🤖 AI Summary
Existing biomedical reasoning benchmarks suffer from limited linguistic diversity and shallow conceptual coverage, hindering progress in medical reasoning research. To address this, we introduce MedQA-ES/EN—the first bilingual (Spanish/English) multiple-choice medical reasoning benchmark—comprising over 12,000 high-quality questions drawn from ten years of professional medical licensing examinations. We systematically evaluate state-of-the-art reasoning strategies, including prompt engineering, retrieval-augmented generation (RAG), and probabilistic answer selection, across multiple open-source large language models. Our empirical analysis reveals that advanced reasoning techniques yield only marginal gains; instead, model parameter count remains the dominant factor governing performance. This work fills a critical gap in multilingual medical reasoning evaluation and provides a reproducible, extensible benchmarking framework.

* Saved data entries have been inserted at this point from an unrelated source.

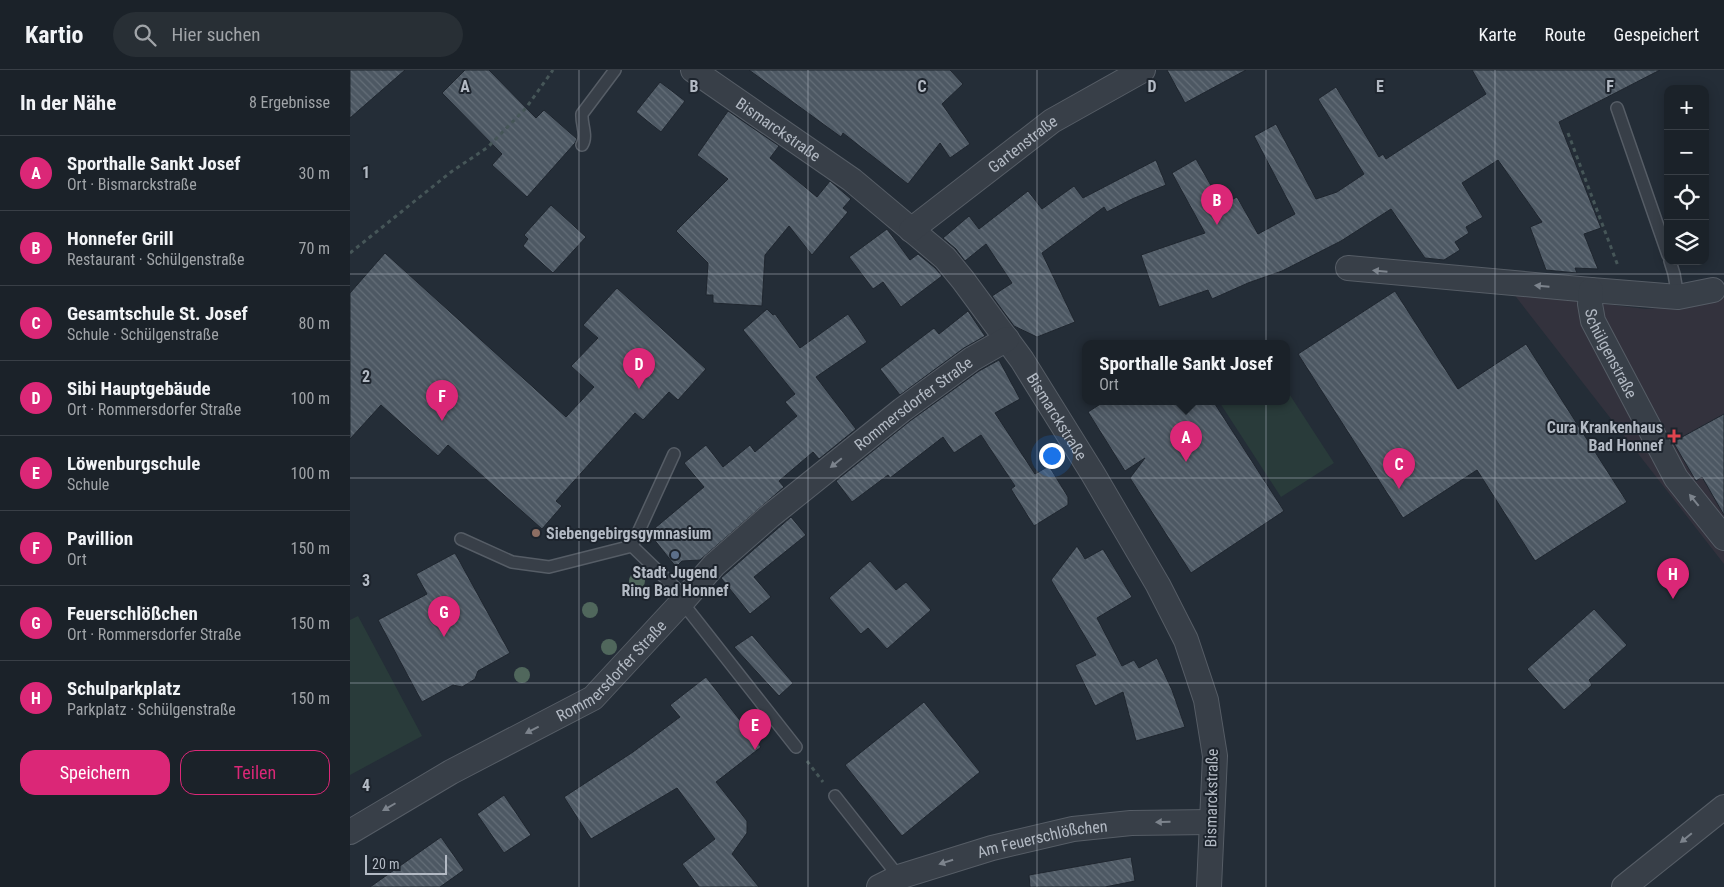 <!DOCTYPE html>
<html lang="de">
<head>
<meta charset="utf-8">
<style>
	:root { --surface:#1b2229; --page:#282f35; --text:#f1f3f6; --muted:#a0a4a8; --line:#393f46; --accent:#db2777 }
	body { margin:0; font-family:"Roboto Condensed",sans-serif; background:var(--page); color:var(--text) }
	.controls { position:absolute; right:15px; top:15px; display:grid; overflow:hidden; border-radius:10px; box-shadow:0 2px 12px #0003 }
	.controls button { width:45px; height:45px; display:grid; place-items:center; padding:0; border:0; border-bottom:1px solid var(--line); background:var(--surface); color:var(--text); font:25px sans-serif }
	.scale { position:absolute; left:15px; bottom:12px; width:82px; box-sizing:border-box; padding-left:5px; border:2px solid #b3bac4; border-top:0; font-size:14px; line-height:18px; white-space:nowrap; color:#b3bac4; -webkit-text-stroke:4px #1d242d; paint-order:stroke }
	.you { position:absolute; left:701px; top:385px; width:18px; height:18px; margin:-12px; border:4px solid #fff; border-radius:50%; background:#1a73e8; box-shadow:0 0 0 8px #1a73e833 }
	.badge { display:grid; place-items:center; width:32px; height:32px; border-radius:50%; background:var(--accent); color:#fff; font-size:16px; font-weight:700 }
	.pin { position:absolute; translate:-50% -41px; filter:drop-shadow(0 1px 2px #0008) }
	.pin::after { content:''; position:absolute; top:26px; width:18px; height:15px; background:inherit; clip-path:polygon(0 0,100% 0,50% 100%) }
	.popup { position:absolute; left:732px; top:270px; width:208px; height:65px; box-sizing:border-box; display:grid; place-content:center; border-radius:10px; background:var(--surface); filter:drop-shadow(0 1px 4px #0005); font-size:16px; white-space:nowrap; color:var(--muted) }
	.popup b { font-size:19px; color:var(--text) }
	.popup::after { content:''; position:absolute; left:50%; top:100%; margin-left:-10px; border:10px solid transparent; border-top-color:var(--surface) }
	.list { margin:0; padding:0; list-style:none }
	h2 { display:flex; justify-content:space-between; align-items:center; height:65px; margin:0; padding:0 20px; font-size:21px }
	h2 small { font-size:16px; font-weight:400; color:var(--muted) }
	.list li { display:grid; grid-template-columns:32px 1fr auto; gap:15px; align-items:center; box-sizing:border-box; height:75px; padding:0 20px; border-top:1px solid var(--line) }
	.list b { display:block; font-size:19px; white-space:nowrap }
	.list p { margin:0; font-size:16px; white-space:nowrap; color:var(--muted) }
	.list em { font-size:16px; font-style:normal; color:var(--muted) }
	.actions { display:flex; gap:10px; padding:15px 20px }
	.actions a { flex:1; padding:11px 0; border:1px solid var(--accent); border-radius:15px; text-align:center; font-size:18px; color:var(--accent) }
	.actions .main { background:var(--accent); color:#fff }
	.icon { flex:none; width:28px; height:28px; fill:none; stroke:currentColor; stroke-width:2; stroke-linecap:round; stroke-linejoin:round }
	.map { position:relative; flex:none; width:1374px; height:817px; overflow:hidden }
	header { display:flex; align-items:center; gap:30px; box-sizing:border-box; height:70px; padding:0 25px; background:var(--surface); border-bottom:1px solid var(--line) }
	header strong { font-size:24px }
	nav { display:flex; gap:28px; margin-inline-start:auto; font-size:18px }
	.search { width:350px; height:45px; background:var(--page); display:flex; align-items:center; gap:12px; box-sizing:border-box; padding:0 18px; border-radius:28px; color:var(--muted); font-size:19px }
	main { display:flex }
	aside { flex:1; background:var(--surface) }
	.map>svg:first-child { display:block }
	.medical { fill:#33323d }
	.grass { fill:#293b3a }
	.building { fill:url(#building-back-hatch); stroke:#1f262f }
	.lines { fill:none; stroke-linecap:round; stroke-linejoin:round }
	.lane-casing { stroke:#565d66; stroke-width:14 }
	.street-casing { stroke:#565d66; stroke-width:26 }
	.path { stroke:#465658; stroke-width:3; stroke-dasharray:4 4; stroke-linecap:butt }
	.lane { stroke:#383f48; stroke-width:11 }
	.street { stroke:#383f48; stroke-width:24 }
	.tree { fill:#50675c }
	.oneway { fill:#7c838c }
	.grid { fill:none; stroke:#b3bac4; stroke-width:1; stroke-opacity:0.55 }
	.health-dot { fill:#e0444e; stroke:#1d242d; stroke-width:2 }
	.education-dot { fill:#8d6e63; stroke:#1d242d; stroke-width:2 }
	.service-dot { fill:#5c6f8a; stroke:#1d242d; stroke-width:2 }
	.labels { text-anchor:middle; stroke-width:4; stroke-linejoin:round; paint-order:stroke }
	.street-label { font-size:16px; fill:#b3bac4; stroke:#1d242d }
	.poi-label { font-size:16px; font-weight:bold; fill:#b3bac4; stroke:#1d242d; text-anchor:end }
	.grid-label { font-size:16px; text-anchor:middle; font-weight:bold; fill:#b3bac4; stroke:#1d242d; stroke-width:4; stroke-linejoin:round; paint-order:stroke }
</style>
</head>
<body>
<header>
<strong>Kartio</strong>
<div class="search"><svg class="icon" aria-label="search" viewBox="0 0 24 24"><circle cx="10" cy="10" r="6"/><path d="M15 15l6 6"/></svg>Hier suchen</div>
<nav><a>Karte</a><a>Route</a><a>Gespeichert</a></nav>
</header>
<main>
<aside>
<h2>In der Nähe<small>8 Ergebnisse</small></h2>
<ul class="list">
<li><span class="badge">A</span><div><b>Sporthalle Sankt Josef</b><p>Ort · Bismarckstraße</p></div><em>30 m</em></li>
<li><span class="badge">B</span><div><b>Honnefer Grill</b><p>Restaurant · Schülgenstraße</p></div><em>70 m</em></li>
<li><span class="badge">C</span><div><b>Gesamtschule St. Josef</b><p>Schule · Schülgenstraße</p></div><em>80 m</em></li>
<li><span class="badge">D</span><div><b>Sibi Hauptgebäude</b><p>Ort · Rommersdorfer Straße</p></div><em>100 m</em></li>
<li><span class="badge">E</span><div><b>Löwenburgschule</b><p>Schule</p></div><em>100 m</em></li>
<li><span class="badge">F</span><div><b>Pavillion</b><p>Ort</p></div><em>150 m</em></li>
<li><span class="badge">G</span><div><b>Feuerschlößchen</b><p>Ort · Rommersdorfer Straße</p></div><em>150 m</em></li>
<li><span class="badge">H</span><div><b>Schulparkplatz</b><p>Parkplatz · Schülgenstraße</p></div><em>150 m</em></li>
</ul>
<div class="actions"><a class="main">Speichern</a><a>Teilen</a></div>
</aside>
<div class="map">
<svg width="1374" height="817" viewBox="0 0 1374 817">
	<defs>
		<pattern id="building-back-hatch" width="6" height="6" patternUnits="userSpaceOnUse" patternTransform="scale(1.25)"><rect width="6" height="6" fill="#4d5863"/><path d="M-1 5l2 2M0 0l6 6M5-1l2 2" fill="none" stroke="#646e78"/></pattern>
	</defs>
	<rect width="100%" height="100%" fill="#242d37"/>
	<path class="medical" d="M1163,223l133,16 56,-5 22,-10v270z"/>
	<path class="grass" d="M936,319l48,74 -53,34 -61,-94 4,-2h62z
		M8,546l64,120 -72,39v-155z"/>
	<path class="building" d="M0,0h55l-55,48z
		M115,0h24l47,48 8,-8 33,29 -2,4 -48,54 -35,-32 10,-11 -60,-61z
		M399,0h201l13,14 -21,20 28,40 -20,14 -10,-15 -32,41 -65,-51 -2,4z
		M817,0h79l-61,33z
		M1122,0h188l-101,52 42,106 -17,6 14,35 -23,-1 2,5 -31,-3 -16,-43 12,-5 -44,-62 -36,23 21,34 -17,10 3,6 -14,9 5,8 -16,10 -19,-2 -34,-49 -50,32 -59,30 -34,12 -36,16 -4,-9 -49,17 -18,-52 64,-22 -33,-60 24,-14 26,46 15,-8 21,37 37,-20 -41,-78 22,-12 40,75 21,-7 27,-18 -46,-75 18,-12 43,70 4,-3 3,5 100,-65z
		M310,12l25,19 -24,31 -25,-20z
		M378,41l51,35 -9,12 47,39 13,-16 21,18 -8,9 5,4 -36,43 -23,-29 -24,29 -3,51 -49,-3v-8h-7l2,-32 -32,-32 52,-52 -31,-24z
		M806,90l10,25 -34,14 -25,13 -3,-5 -62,46 33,69 -38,15 -23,-11 -22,-30 20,-13 -26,-39 -21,17 -9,-12 -13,-11 26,-22 10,13 49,-38 14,18 32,-23 9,12z
		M201,135l35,32 -33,36 -30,-27 5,-7 -4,-4z
		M537,159l23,31 8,-6 17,14 7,8 -41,31 -18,-25 -10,7 -24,-32z
		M35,183l181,164 28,-30 -23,-21 27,-28 -15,-13 34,-37 89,81 -28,31 -9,-8 -26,28 -8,-7 -79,88 6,5 -20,23 -94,-84 -10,11 -57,-51 -31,34v-146z
		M1045,221l63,98 68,-45 101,158 -92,59 -58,-91 -74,48 -105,-164z
		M417,239l6,6 2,-1 25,34 48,-34 19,28 -51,35 40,52 -37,30 -6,-7 -34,29 5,6 -84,73 -18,1 -6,6 -27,-34 55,-46 -20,-24 22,-18 17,22 27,-22 5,7 42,-36 -12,-14 10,-8 -52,-64z
		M618,241l17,25 -21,12 -64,47 -20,-26 54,-41 5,6z
		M649,290l21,39 -25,14 40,61 14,-8 19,31v8l-34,21 -23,-37 4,-3 -34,-51 -27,18 -11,-16 -53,41 -2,-3 -36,27 -16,-21 74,-60 69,-50z
		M755,331h108l71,110 -93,62 -61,-95 15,-20 -20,13 -37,-59z
		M1374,344v101l-22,-38 -6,4 -23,-39z
		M441,447l15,18 -52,42 17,20 -21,17 -29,-36z
		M727,476l8,13 18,-10 29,48 -35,21 25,48 12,-6 5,8 18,-10 15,32 13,37 -49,14 -13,-49 -28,14 -20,-41 21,-10 -45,-75z
		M105,483l55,100 -32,18 -3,8 -13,8 -9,-2 -31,17 -44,-82 49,-26 -11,-20z
		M520,491l26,29 10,-8 25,28 -44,39 -19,-21 -7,6 -32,-36z
		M1244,539l33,36 -38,35 3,5 -28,25 -37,-41z
		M402,565l41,48 -14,13 -45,-49z
		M356,607l55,70 -45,35 31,39v12l-15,21 27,33h-60l-17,-23 33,-25 -38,-51 -86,51 -27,-42 69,-45 47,-35 -10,-12z
		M574,632l56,70 -78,64 -57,-71z
		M154,725l27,40 -27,18 -27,-39z
		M91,767l23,33 -24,17h-70z
		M781,787l4,24 -30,6h-75l-1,-12z"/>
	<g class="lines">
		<defs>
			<path id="lane" d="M1267,38l51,147
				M232,75c6,-9 -1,-21 0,-31l33,-44
				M1320,191l4,13 4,23
				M111,469l51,23 37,5 83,-21 54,52
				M282,476l42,-92
				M332,532l114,145
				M485,726l64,81"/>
			<g id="street">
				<path id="s1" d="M343,0l159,110 93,78 18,22 59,80 71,114 65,111 28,55 20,60 9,56 -6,131"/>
				<path id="s2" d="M561,160l141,-109 91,-51"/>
				<path d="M998,198l243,22 87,7 35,-7"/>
				<path id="s3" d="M1241,220l-1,14 3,17 83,157 48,60"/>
				<path id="s4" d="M0,762l101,-60 142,-74 89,-96 32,-37 56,-49 132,-106 70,-51 35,-20"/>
				<path id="s5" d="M529,817l20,-10 93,-29 81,-19 58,-6 80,-1"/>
				<path d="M1274,817l100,-80"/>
			</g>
		</defs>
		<use href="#lane" class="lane-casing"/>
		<use href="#street" class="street-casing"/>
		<path class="path" d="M1218,63l50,133
			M0,183l101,-81 37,-25 38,-39 27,-38
			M457,691l16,21"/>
		<use href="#lane" class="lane"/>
		<use href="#street" class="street"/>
	</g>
	<g class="tree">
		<circle cx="287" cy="511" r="8"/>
		<circle cx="240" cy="540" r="8"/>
		<circle cx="259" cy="577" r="8"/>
		<circle cx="172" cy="605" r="8"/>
	</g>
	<defs><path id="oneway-solid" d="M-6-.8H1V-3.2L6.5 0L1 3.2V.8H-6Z" transform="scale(1.25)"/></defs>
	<g class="oneway">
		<use href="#oneway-solid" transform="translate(1030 201) rotate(-175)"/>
		<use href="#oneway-solid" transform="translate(1192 216) rotate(-175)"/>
		<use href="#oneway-solid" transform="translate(486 393) rotate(141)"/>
		<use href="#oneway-solid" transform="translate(1344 430) rotate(-129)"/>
		<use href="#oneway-solid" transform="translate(182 660) rotate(153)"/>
		<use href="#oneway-solid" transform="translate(39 737) rotate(150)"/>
		<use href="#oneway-solid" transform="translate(813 752) rotate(179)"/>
		<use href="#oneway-solid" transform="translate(1336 768) rotate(141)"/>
		<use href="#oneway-solid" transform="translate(596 792) rotate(162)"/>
	</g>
	<path class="grid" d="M229,0v817M458,0v817M687,0v817M916,0v817M1145,0v817M0,204h1374M0,408h1374M0,613h1374"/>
	<path class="health-dot" d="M1321.5 358.5h5v5h5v5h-5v5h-5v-5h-5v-5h5z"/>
	<circle class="education-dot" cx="186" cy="463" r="5"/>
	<circle class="service-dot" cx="325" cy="485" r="5"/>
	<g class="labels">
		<g class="street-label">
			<text dy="6" stroke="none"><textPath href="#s1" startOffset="104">Bismarckstraße</textPath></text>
			<text dy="6" stroke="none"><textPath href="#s2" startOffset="141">Gartenstraße</textPath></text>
			<text dy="6" stroke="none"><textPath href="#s3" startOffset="68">Schülgenstraße</textPath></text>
			<text dy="6" stroke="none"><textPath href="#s4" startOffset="714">Rommersdorfer Straße</textPath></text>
			<text dy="6" stroke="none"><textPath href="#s1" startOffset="509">Bismarckstraße</textPath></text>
			<text dy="6" stroke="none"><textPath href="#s4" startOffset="309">Rommersdorfer Straße</textPath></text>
			<text transform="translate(861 728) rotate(-89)" y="6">Bismarckstraße</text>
			<text dy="6" stroke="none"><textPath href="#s5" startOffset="171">Am Feuerschlößchen</textPath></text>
		</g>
		<g class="poi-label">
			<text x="1313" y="363">Cura Krankenhaus<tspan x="1313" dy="18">Bad Honnef</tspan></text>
			<text x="196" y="469" text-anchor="start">Siebengebirgsgymnasium</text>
			<text x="325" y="508" text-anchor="middle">Stadt Jugend<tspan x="325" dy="18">Ring Bad Honnef</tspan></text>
		</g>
	</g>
	<g class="grid-label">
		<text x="115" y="22">A</text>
		<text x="344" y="22">B</text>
		<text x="572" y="22">C</text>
		<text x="802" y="22">D</text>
		<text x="1030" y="22">E</text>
		<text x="1260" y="22">F</text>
		<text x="16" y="108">1</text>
		<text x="16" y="312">2</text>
		<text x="16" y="516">3</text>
		<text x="16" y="721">4</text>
	</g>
</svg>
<div class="controls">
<button>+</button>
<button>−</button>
<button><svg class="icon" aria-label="locate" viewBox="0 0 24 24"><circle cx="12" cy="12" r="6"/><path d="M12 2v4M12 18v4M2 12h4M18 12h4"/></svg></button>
<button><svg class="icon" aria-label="layers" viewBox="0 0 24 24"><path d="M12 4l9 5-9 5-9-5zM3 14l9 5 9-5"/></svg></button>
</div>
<div class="scale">20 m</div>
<div class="you"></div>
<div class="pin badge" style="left:836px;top:392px">A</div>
<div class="popup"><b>Sporthalle Sankt Josef</b>Ort</div>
<div class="pin badge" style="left:867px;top:155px">B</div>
<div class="pin badge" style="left:1049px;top:419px">C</div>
<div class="pin badge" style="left:289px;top:319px">D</div>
<div class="pin badge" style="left:405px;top:680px">E</div>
<div class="pin badge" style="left:92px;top:351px">F</div>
<div class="pin badge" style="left:94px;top:567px">G</div>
<div class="pin badge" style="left:1323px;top:529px">H</div>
</div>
</main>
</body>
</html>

By establishing rigorous, linguistically diverse evaluation standards, MedQA-ES/EN serves as a reliable foundation for future research in cross-lingual biomedical reasoning.
📝 Abstract
We introduce HEAD-QA v2, an expanded and updated version of a Spanish/English healthcare multiple-choice reasoning dataset originally released by Vilares and G'omez-Rodr'iguez (2019). The update responds to the growing need for high-quality datasets that capture the linguistic and conceptual complexity of healthcare reasoning. We extend the dataset to over 12,000 questions from ten years of Spanish professional exams, benchmark several open-source LLMs using prompting, RAG, and probability-based answer selection, and provide additional multilingual versions to support future work. Results indicate that performance is mainly driven by model scale and intrinsic reasoning ability, with complex inference strategies obtaining limited gains. Together, these results establish HEAD-QA v2 as a reliable resource for advancing research on biomedical reasoning and model improvement.